Pour Jean Marie Doré les autorités guinéennes doivent prendre les mesures drastiques afin de limiter la propagation de la maladie. Pour lui, les mesures déjà prises par ces autorités ne sont pas suffisantes pour circonscrire la maladie. Ce qui fait qu’elle continue à se propager dans le pays. A son avis, les mouvements massifs des populations à partir des zones affectées par la maladie devraient être momentanément suspendus.

Il est mieux pour l’Etat guinéens de prendre ces mesures rigoureuses qui seront critiquées pour limiter la propagation de la maladie, selon Jean Marie Doré. Sinon, a-t-il poursuivi, « si la maladie continue dans deux à trois mois, c’est l’économie du pays qui va en pâtir ». Pourtant, croit l’opposant, « deux semaines de limitations des déplacements n’est rien à côté de l’étendue du désastre qui peut être causé la propagation de la maladie aux autres régions du pays ».

A savoir si la Guinée n’est de ce fait pas isolée, Jean Marie Doré a répondu que « c’est la maladie qui a isolé la Guinée. Ce n’est pas la faute de quelqu’un. » Et de poursuivre que ce n’est pas non plus un problème du gouvernement à qui la maladie n’a pas demandé de visa. Mais ce qu’on doit demander à ce gouvernement, c’est de prendre courageusement des mesures qui ne seront pas appréciées par les gens qui vont en souffrir mais qui vont sauver des vies ». Car, a-t-il ajouté, deux régions sur quatre soufrent de la maladie.

Pour le député, « il faut absolument empêcher la propagation de la maladie dont on ne connaît pas le processus de développement, dont on ne connaît pas le soin, contre laquelle il n’y a pas de vaccin, et la seule façon de se protéger est d’isoler la personne atteinte ». La coutume guinéenne s’oppose à l’incinération des corps, il faut demander de prendre des précautions.

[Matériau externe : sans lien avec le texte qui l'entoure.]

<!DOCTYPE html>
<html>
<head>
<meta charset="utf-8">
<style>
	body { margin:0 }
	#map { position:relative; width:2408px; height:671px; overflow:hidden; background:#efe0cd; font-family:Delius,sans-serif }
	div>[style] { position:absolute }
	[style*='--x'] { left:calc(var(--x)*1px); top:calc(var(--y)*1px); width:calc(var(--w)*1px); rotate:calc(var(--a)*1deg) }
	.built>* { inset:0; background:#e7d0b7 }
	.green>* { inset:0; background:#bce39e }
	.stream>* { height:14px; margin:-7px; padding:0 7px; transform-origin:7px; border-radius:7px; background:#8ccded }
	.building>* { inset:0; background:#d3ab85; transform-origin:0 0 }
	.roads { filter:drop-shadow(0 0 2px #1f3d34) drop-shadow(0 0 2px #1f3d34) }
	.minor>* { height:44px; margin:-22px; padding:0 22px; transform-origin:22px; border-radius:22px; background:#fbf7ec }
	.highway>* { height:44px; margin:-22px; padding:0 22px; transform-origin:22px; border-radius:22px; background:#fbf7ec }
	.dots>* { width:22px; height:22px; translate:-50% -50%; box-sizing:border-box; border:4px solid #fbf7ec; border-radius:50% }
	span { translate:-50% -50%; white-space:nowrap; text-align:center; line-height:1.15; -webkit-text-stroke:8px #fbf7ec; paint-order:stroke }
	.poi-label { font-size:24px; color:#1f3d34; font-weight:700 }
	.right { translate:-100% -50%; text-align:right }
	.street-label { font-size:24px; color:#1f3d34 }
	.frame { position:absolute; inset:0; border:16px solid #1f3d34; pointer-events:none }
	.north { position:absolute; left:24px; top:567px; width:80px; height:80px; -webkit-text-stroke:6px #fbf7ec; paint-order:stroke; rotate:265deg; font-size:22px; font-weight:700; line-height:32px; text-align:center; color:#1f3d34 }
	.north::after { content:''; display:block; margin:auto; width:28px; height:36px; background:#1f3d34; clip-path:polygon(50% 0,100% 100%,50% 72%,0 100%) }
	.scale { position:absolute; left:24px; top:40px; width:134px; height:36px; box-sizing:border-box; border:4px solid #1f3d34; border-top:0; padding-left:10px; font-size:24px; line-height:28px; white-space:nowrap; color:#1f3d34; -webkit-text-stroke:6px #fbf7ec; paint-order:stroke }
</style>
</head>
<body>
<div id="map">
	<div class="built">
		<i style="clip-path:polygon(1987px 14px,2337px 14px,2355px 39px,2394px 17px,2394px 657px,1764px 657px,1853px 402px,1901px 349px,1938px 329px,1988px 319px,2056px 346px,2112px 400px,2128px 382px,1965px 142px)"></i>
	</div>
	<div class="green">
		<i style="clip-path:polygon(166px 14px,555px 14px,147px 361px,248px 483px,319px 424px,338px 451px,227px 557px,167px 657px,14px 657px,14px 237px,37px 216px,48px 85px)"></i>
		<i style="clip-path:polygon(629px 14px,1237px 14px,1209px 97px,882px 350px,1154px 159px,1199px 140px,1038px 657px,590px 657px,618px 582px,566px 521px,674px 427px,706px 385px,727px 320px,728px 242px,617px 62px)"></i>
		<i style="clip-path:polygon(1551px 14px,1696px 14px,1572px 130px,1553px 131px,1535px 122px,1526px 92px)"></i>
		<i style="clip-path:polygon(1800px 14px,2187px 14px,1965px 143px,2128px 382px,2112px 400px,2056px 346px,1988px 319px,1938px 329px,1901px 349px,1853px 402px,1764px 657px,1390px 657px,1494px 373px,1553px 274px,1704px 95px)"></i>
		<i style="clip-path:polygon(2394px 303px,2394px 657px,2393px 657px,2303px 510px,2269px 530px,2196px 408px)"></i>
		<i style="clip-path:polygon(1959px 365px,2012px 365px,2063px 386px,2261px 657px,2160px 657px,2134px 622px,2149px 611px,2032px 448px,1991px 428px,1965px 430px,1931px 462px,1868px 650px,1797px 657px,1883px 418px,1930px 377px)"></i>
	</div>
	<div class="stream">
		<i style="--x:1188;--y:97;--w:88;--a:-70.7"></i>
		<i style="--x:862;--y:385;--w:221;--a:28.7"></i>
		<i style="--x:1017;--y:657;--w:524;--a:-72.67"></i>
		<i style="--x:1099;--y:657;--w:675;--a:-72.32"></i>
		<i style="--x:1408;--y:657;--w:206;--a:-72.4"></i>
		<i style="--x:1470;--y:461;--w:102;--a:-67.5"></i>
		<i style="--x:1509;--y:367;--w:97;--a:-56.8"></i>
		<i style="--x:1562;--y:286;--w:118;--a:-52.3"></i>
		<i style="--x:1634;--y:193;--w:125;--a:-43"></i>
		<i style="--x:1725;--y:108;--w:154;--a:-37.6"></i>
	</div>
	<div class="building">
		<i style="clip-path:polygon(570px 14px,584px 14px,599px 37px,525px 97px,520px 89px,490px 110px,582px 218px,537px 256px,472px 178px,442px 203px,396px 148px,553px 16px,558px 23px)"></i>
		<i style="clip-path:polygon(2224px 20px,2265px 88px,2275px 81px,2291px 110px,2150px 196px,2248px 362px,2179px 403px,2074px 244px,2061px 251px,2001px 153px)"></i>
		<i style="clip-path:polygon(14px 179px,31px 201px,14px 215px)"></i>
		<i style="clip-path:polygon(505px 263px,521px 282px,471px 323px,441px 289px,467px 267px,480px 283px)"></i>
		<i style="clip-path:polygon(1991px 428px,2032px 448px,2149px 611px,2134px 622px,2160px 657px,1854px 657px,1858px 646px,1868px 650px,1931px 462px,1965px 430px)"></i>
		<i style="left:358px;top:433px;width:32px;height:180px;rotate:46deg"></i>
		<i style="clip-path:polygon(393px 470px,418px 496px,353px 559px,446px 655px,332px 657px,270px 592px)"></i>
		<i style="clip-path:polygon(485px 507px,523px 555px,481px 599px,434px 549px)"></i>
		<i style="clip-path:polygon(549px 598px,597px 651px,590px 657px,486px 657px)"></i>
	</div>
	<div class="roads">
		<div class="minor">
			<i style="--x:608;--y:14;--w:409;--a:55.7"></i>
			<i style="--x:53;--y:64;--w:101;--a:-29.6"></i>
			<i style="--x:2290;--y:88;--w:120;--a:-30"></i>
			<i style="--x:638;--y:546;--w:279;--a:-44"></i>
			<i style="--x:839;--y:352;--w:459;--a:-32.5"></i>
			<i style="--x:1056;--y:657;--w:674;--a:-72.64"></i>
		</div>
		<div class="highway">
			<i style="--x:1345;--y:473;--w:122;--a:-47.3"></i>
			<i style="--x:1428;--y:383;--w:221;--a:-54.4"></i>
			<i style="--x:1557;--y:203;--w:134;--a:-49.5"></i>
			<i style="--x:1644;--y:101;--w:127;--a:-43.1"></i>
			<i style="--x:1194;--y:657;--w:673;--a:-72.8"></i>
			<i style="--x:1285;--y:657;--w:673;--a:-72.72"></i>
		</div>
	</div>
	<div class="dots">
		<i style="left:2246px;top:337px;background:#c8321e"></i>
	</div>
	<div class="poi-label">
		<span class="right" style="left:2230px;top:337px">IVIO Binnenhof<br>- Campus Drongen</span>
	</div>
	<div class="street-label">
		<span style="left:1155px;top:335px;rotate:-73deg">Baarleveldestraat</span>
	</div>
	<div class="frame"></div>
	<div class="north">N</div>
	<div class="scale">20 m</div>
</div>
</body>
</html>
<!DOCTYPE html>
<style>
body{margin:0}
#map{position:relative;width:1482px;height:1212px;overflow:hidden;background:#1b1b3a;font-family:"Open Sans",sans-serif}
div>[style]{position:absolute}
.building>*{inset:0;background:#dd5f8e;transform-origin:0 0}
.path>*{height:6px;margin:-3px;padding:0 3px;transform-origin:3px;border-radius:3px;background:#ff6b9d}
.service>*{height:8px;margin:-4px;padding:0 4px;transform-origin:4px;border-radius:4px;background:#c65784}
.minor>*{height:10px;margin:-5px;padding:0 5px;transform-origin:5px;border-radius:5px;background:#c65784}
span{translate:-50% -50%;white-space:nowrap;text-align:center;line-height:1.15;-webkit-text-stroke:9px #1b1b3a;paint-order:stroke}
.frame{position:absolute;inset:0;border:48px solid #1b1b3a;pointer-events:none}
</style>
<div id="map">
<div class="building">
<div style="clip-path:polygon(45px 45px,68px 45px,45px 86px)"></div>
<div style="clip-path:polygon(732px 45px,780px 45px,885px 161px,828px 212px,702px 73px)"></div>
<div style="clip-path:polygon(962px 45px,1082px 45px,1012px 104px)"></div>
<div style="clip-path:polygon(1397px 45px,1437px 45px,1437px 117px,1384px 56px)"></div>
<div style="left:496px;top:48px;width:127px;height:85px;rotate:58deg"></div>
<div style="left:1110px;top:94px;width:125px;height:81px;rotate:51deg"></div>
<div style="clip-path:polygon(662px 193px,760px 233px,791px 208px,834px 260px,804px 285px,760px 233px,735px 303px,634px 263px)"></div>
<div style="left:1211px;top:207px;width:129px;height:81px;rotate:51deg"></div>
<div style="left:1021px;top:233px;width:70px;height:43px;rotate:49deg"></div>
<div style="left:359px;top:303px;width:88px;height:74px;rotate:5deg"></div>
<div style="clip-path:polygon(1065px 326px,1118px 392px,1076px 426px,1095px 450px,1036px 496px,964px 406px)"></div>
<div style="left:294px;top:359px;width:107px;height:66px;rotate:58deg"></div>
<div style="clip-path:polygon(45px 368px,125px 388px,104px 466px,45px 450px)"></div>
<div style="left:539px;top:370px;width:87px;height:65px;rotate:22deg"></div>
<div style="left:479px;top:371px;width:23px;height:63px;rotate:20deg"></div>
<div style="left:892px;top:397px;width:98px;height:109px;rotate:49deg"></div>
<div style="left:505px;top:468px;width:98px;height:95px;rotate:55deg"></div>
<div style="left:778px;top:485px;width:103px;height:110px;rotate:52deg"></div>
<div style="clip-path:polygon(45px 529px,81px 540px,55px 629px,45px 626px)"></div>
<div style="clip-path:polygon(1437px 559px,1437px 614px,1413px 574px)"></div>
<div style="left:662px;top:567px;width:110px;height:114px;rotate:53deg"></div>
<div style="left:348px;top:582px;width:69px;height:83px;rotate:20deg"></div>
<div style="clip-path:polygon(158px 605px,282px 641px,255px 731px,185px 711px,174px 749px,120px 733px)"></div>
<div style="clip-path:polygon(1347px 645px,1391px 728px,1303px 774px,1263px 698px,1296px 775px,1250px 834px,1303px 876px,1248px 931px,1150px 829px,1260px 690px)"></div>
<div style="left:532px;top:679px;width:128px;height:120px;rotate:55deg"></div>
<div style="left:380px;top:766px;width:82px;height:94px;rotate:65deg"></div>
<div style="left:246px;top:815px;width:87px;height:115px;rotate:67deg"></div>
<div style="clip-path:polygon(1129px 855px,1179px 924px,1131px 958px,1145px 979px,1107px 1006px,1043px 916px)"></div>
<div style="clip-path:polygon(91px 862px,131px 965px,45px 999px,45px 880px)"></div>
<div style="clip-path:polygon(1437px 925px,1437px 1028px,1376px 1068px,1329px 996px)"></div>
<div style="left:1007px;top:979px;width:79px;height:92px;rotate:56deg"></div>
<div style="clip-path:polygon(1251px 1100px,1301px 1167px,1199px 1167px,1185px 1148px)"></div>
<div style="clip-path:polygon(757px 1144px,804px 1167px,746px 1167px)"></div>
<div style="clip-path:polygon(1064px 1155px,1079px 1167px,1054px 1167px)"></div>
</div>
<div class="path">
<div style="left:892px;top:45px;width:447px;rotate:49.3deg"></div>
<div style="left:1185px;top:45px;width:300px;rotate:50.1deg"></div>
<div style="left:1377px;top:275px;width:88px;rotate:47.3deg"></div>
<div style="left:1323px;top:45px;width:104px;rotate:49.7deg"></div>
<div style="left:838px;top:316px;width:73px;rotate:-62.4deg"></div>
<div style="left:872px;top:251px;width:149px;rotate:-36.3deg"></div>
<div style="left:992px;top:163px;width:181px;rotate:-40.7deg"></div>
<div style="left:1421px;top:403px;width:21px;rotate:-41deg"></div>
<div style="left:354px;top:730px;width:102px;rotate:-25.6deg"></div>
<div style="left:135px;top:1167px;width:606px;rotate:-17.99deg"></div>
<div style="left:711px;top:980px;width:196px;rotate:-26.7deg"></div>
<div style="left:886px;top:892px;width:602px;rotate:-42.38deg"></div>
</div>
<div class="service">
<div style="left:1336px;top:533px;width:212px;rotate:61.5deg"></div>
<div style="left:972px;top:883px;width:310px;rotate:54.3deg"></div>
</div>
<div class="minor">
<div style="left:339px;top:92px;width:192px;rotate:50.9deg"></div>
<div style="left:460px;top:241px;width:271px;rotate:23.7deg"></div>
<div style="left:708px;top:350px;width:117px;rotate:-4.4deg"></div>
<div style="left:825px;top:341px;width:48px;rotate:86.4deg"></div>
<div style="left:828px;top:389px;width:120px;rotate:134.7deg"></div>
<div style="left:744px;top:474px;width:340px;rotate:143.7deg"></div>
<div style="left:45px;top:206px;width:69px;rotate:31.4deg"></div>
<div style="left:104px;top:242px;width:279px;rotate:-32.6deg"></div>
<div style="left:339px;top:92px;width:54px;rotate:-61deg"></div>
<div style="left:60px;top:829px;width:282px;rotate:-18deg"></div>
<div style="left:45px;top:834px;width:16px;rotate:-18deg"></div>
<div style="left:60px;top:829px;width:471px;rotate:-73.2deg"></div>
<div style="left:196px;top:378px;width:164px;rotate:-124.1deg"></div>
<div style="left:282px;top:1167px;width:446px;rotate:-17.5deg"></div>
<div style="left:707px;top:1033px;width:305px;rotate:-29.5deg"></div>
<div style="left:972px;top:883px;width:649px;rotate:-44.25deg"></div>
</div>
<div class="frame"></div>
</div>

Sinon, pour lui, « il serait préférable d’incinérer les corps pour éviter que les tombes ne servent de voies de contamination ».

Poursuivant, Jean Marie Doré a dit que cette épidémie n’est pas une affaire d’opposition ni de la mouvance. C’est un mélange des genres que de penser que l’opposition a quelque chose à faire particulièrement. L’opposition ne peut rien faire parce qu’elle n’a pas de budget ni de centre de santé. Il faut donc arrêter cela. Ce qui est là est un problème qui concerne la Guinée toute entière, a conseillé Jean Marie Doré.

Pour venir à bout de cette maladie hautement contagieuse, l’ancien Premier ministre conseille aux Guinéens d’unir leurs forces pour liquider le foyer d’extension de la maladie. « Si le gouvernement prend des mesures correctes, il faut l’appuyer. S’il ne le fait pas, il faut le lui dire aussi. Ce n’est pas une affaire d’opposition. Celui qui parle d’opposition dans cette affaire est stupide à mon avis. Je ne vois pas ce que l’opposition ou encore la majorité va venir faire la danse. C’est une affaire de santé publique », a conclu, Jean Marie Doré.